The Preferentist Approach and Its Limitations
The paper starts by characterizing the preferentist approach to AI alignment, encapsulated by four main theses:
- Rational Choice Theory (RCT) as a Descriptive Framework
- Expected Utility Theory (EUT) as a Normative Standard
- Single-Principal Alignment as Preference Matching
- Multi-Principal Alignment as Preference Aggregation
These theses imply that human values can be adequately represented through preferences, which can be optimized to ensure AI alignment. However, the authors meticulously dismantle these assumptions, revealing significant conceptual and technical limitations.
A Critical Evaluation of Rational Choice Theory
Initially, the paper critiques the descriptive adequacy of RCT for modeling human decision-making. Human behavior is often too complex and resource-bounded for RCT's assumption of optimal utility maximization to hold. The authors propose resource rationality as a more fitting alternative, emphasizing that human decision-making often approximates rationality within computational and informational bounds. Resource rationality allows for a more flexible and inductive approach to modeling systematic biases and heuristics that humans employ.
Moving Beyond Scalar Reward Functions
The work then critiques the representation of human preferences as scalar utility or reward functions, pointing out their limitations in capturing time-extended preferences and the incommensurability of values. It suggests adopting richer representations such as temporal logics, reward machines, and vector or interval-based utilities to model the nuanced structure of human preferences more accurately.
Reevaluating Expected Utility Theory's Normativity
Next, the authors challenge the normative foundations of EUT, illustrating that rational agents do not need to comply with EUT's axioms, such as completeness and transitivity, to avoid money-pump inconsistencies.
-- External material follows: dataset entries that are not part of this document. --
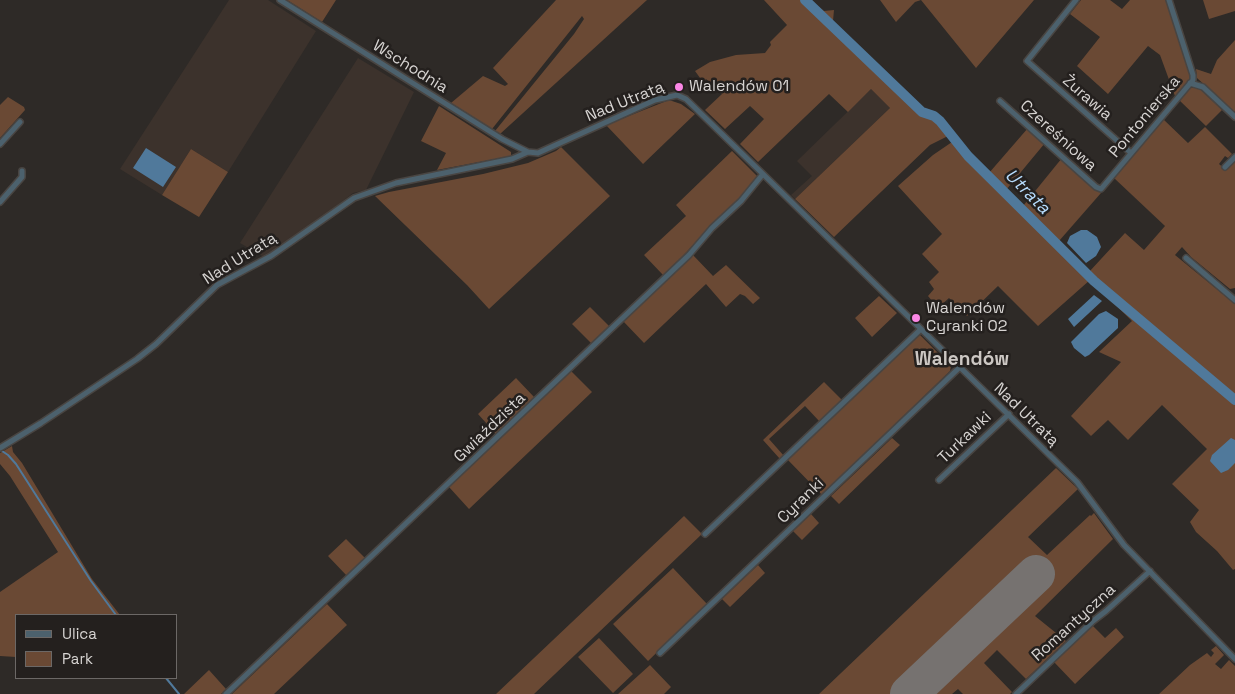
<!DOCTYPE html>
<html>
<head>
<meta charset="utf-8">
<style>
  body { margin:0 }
  #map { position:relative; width:1235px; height:694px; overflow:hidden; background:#2e2a27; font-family:"Space Grotesk",sans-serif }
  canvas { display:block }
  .legend { position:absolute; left:15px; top:614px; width:162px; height:65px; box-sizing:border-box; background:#24201e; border:1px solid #6c6866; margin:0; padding:6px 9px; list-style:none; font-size:15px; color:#d7d4d2 }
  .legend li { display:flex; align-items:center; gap:10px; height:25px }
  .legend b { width:25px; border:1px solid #6c6866 }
</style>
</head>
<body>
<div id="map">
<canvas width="1235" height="694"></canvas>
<ul class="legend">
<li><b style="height:6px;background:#4c616d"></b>Ulica</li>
<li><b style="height:14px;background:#6a4934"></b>Park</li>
</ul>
</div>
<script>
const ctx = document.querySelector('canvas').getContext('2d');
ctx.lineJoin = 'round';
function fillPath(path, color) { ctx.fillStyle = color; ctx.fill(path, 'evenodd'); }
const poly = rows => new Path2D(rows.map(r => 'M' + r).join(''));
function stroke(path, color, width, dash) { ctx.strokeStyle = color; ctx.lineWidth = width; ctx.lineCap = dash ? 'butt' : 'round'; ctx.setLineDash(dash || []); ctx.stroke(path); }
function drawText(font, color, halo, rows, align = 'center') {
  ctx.font = font + ' "Space Grotesk",sans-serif'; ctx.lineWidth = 5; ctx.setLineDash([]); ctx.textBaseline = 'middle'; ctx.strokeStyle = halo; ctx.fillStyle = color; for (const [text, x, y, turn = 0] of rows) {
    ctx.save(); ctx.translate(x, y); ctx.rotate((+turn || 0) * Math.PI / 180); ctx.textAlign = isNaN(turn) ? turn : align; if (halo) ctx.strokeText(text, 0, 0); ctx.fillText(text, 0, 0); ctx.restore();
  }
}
const built = poly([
  [229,0,268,0,316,31,228,172,191,149,162,195,120,169],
  [358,58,414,92,366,190,353,193,315,223,264,257,240,243],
  [871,89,890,108,795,199,791,195,812,176,797,161]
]);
const green = poly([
  [287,0,336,0,322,22],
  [556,0,647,0,500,134,495,131,574,34,584,19,582,16,492,129,451,103,483,76,505,86,508,84,493,68],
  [764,0,810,0,824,11,834,10,833,21,920,107,939,116,956,139,989,173,1028,128,1045,143,1006,190,1023,206,1062,158,1101,193,1059,241,1089,272,1125,233,1144,250,1165,226,1114,178,1163,119,1188,143,1205,127,1232,154,1228,158,1225,156,1219,164,1226,170,1235,161,1235,288,1230,289,1191,257,1182,247,1175,255,1235,304,1235,569,1233,570,1217,551,1196,532,1190,522,1199,510,1172,484,1207,449,1162,405,1128,440,1108,420,1091,436,1071,416,1121,362,1099,352,1132,321,1090,280,1038,326,998,286,967,316,949,298,938,308,928,296,934,289,929,282,939,272,922,254,942,234,898,186,933,155,952,142,948,136,930,145,834,237,795,199,890,108,871,89,848,112,829,94,758,162,740,144,764,119,750,106,725,129,705,110,722,94,706,79,703,82,695,71,710,62,736,55,765,53,771,45,770,42,787,25],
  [880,0,1034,0,976,68,921,0,915,2,896,22],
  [1081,0,1110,0,1122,9,1130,0,1167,0,1191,78,1187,84,1175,96,1160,55,1148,46,1108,94,1077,66,1100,37,1070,14],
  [1203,0,1235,0,1235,11,1209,19],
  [1235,40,1235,111,1233,111,1197,78,1196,69,1211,74,1217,60],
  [1198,87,1222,110,1206,126,1179,100,1190,88],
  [8,97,24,107,25,110,0,138,0,105],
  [669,100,681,104,695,114,643,164,606,125],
  [439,106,511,152,511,156,437,170,446,153,421,141],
  [561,147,610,196,489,309,467,285,375,196,389,192,483,174,528,163,556,151],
  [191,149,228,172,199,217,162,195],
  [732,151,757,176,750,187,704,233,682,257,663,275,644,255,686,216,676,205],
  [693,255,713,276,726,265,760,298,753,304,745,296,740,294,726,307,706,284,644,343,623,321],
  [879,296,897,313,872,337,855,318],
  [590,307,609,326,591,343,572,324],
  [920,335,951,366,950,371,822,495,787,459,917,336],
  [571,371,592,392,469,509,449,487],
  [516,378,534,397,496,434,478,414],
  [824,382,842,400,820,422,805,406,769,439,784,456,780,459,763,440],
  [892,438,900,445,839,504,831,496],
  [12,446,13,452,22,463,92,579,120,615,16,615,16,657,0,656,0,592,58,552,10,476,0,464,0,453],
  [1056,468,1078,489,1028,537,1047,555,1090,515,1091,516,1094,513,1113,539,1035,616,1066,641,1026,679,997,650,984,663,1012,692,1010,694,963,694,958,689,952,694,819,694],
  [811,514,819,523,802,540,793,531],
  [684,516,702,534,534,694,496,694],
  [346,539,365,558,347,576,328,556],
  [758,565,765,573,730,607,722,599],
  [673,568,707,604,648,661,613,624],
  [327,604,347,625,274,694,232,694],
  [1092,625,1105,638,1116,628,1124,637,1075,684,1054,662],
  [599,638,633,674,613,693,578,657],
  [1216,646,1224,655,1215,664,1221,669,1229,660,1235,666,1235,694,1159,694,1190,665,1207,653,1211,657,1214,653,1211,650],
  [650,665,671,687,664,694,618,694],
  [209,670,226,689,221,694,184,694]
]);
const water = poly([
  [146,148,176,167,163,187,133,168],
  [1081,230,1087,230,1097,237,1101,247,1096,256,1086,263,1067,243,1070,236],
  [1094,295,1102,301,1074,327,1068,319],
  [1106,311,1118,319,1118,328,1089,355,1085,357,1074,348,1071,342,1099,314],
  [1231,438,1235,440,1235,463,1228,470,1221,473,1210,461,1212,455]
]);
const stream = poly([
  [2,451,8,455,16,464,91,581,116,615],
  [166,678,179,694]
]);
const river = poly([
  [805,0,922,112,934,116,940,121,968,156,1094,281,1235,400]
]);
const runway = poly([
  [909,694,1036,574]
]);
const street = poly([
  [280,0,502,139,528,152],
  [1076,0,1027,61,1131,153],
  [1190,83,1203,87,1235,117],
  [1000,101,1096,187,1101,189,1193,80,1193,75,1169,0],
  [0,144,20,122],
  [1225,167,1235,157],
  [0,202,22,177,22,171],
  [1186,258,1235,300],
  [0,448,41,423,137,359,156,344,217,285,271,256,354,198,396,183,512,159,528,152,538,153,655,100,677,95,686,99,763,174,1077,482,1124,545,1235,659],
  [939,480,1009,414],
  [705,534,921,329],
  [660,653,960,367],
  [226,694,689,255,712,228,741,201,763,174],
  [1016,694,1093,621,1106,611,1150,571]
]);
const markers = [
  [679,87,5,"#fb87e5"],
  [916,318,5,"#fb87e5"]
];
const streetNames = [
  ["Wschodnia",410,67,32],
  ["Żurawia",1087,98,41],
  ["Nad Utratą",625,102,-22],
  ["Pontonierska",1145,117,-50],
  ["Czereśniowa",1058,136,42],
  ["Nad Utratą",240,259,-32],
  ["Nad Utratą",1026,415,44],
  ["Gwiaździsta",490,428,-44],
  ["Turkawki",965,438,-44],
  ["Cyranki",801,501,-44],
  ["Romantyczna",1074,623,-42]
];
const poiNames = [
  ["Walendów 01",689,87],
  ["Walendów",926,309],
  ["Cyranki 02",926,327]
];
const waterNames = [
  ["Utrata",1027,192,45]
];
const quarterNames = [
  ["Walendów",962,360]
];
fillPath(built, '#3c322c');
fillPath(green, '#6a4934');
fillPath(water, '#50799b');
stroke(stream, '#50799b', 2);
stroke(river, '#50799b', 10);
stroke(runway, '#767270', 38);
stroke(street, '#494542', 8);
stroke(street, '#4c616d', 5);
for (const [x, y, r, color] of markers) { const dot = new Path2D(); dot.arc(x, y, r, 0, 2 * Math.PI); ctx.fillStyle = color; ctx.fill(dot); stroke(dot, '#24201e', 2); }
drawText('16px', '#d7d4d2', '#24201e', streetNames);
drawText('16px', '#d7d4d2', '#24201e', poiNames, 'left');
drawText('italic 18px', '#b7dcfd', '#24201e', waterNames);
drawText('bold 19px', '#ccc7c3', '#24201e', quarterNames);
</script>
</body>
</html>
They argue for the feasibility of designing AI systems that exhibit local coherence rather than global coherence, thereby circumventing some of the pathological incentives associated with EUT. This shift in emphasis allows AI systems to better align with the context-specific and bounded nature of human values.
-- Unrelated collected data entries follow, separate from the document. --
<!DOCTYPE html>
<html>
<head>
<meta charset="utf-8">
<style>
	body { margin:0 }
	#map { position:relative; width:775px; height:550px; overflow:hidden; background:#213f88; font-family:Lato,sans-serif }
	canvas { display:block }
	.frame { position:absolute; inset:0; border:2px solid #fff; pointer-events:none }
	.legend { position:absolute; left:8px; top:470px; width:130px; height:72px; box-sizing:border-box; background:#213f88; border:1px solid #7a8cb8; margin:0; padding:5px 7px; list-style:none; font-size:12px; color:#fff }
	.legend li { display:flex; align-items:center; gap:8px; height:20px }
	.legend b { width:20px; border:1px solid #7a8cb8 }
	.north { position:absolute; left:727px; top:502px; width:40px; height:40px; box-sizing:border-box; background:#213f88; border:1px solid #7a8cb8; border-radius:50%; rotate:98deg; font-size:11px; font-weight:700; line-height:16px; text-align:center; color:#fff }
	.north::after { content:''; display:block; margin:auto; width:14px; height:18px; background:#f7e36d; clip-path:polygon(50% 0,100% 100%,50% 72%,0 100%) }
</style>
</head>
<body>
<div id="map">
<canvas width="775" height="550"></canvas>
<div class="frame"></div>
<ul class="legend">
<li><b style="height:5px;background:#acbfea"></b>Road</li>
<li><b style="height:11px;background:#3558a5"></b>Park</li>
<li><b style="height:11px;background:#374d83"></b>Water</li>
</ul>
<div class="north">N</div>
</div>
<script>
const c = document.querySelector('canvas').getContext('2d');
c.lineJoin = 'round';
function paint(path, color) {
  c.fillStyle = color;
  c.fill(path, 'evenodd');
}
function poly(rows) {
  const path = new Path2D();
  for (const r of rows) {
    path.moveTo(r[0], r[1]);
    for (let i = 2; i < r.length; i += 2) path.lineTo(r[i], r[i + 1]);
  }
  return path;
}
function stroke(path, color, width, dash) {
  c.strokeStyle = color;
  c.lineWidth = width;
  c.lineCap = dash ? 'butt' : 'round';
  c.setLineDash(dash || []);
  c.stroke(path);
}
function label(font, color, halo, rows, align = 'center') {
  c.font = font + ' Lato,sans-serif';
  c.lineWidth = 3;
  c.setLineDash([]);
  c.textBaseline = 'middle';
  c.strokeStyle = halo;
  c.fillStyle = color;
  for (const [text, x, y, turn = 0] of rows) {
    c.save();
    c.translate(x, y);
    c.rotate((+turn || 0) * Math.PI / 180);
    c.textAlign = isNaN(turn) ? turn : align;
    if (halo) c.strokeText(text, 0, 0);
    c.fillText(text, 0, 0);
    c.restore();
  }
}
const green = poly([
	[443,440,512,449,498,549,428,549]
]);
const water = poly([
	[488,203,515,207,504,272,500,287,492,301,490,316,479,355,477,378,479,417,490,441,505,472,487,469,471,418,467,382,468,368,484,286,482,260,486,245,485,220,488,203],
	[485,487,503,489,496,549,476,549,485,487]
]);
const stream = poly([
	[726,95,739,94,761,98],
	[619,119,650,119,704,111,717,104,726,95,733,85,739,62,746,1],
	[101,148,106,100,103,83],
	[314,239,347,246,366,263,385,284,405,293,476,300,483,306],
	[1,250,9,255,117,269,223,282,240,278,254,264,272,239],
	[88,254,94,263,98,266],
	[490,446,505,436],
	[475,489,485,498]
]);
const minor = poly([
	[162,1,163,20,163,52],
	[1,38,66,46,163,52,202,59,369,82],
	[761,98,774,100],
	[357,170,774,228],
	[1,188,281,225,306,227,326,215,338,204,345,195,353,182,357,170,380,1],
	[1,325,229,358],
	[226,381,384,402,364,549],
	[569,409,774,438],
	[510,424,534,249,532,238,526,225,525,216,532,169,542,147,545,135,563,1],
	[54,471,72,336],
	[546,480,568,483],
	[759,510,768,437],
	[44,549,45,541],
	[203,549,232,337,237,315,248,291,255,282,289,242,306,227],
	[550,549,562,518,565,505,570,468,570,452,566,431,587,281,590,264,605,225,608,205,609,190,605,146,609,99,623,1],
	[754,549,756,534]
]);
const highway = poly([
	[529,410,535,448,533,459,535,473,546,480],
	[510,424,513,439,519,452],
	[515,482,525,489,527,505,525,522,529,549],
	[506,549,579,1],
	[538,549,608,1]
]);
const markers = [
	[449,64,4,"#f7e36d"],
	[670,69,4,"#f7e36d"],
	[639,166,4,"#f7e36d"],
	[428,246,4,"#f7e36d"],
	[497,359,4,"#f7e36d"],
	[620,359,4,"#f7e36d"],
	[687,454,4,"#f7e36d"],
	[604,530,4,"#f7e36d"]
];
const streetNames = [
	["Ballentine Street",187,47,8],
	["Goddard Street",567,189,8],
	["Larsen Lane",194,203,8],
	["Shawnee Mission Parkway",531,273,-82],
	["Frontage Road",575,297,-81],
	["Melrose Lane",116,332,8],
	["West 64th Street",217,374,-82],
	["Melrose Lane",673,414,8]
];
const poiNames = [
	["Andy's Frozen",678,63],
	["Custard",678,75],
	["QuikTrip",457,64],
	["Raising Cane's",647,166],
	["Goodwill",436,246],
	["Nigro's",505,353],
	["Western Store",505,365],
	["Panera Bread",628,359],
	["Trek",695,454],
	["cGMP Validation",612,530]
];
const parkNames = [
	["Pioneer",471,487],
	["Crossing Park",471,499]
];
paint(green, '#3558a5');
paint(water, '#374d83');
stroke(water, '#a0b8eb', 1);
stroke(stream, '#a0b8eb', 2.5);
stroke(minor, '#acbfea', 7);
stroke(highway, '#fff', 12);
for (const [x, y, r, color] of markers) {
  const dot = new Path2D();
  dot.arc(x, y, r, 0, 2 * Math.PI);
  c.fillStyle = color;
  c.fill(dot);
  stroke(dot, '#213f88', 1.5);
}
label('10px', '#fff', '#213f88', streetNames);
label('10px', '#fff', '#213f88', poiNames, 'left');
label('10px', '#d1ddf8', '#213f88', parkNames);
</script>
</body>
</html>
Task-Specific Normative Criteria
Significantly, the paper argues against using static, asocial human preferences as the target for alignment. Instead, it posits that AI systems should align with informed and socially-contextual preferences. For narrow tasks, this implies aligning with task-specific norms. For more generalized systems, like AI assistants, alignment should be based on socially agreed upon standards that define the normative duties of the role the AI occupies.
Contractualist Approaches to Multi-Principal Alignment
For multi-principal alignment, the paper critically scrutinizes preference aggregation, highlighting its theoretical and practical inadequacies. Aggregating human preferences naively leads to socially and ethically contentious outcomes. The authors advocate for a shift towards contractualist approaches, where AI systems are aligned with mutual norms agreed upon by stakeholders, thus promoting a plurality of uses for AI while mitigating collective conflict and harm.
Implications and Future Directions
The implications of this work are manifold. Practically, it necessitates rethinking AI training paradigms to embed richer, context-sensitive models of human decision-making and value structures. Theoretically, it calls for the development of formal frameworks that unite game theory, social choice theory, and normative reasoning with AI design. The authors also emphasize the importance of political and social scaffolding, advocating for participatory frameworks and democratic oversight to ensure the fair and free elicitation of stakeholder values.
Conclusion
By challenging the preferentist framework and advocating for a more nuanced, value-oriented approach, the paper "Beyond Preferences in AI Alignment" contributes significantly to the discourse on ethically aligning AI with human interests. It emphasizes that AI alignment should not merely be about optimizing preferences but should be rooted in a deeper understanding of human values, norms, and the roles AI is intended to fulfill.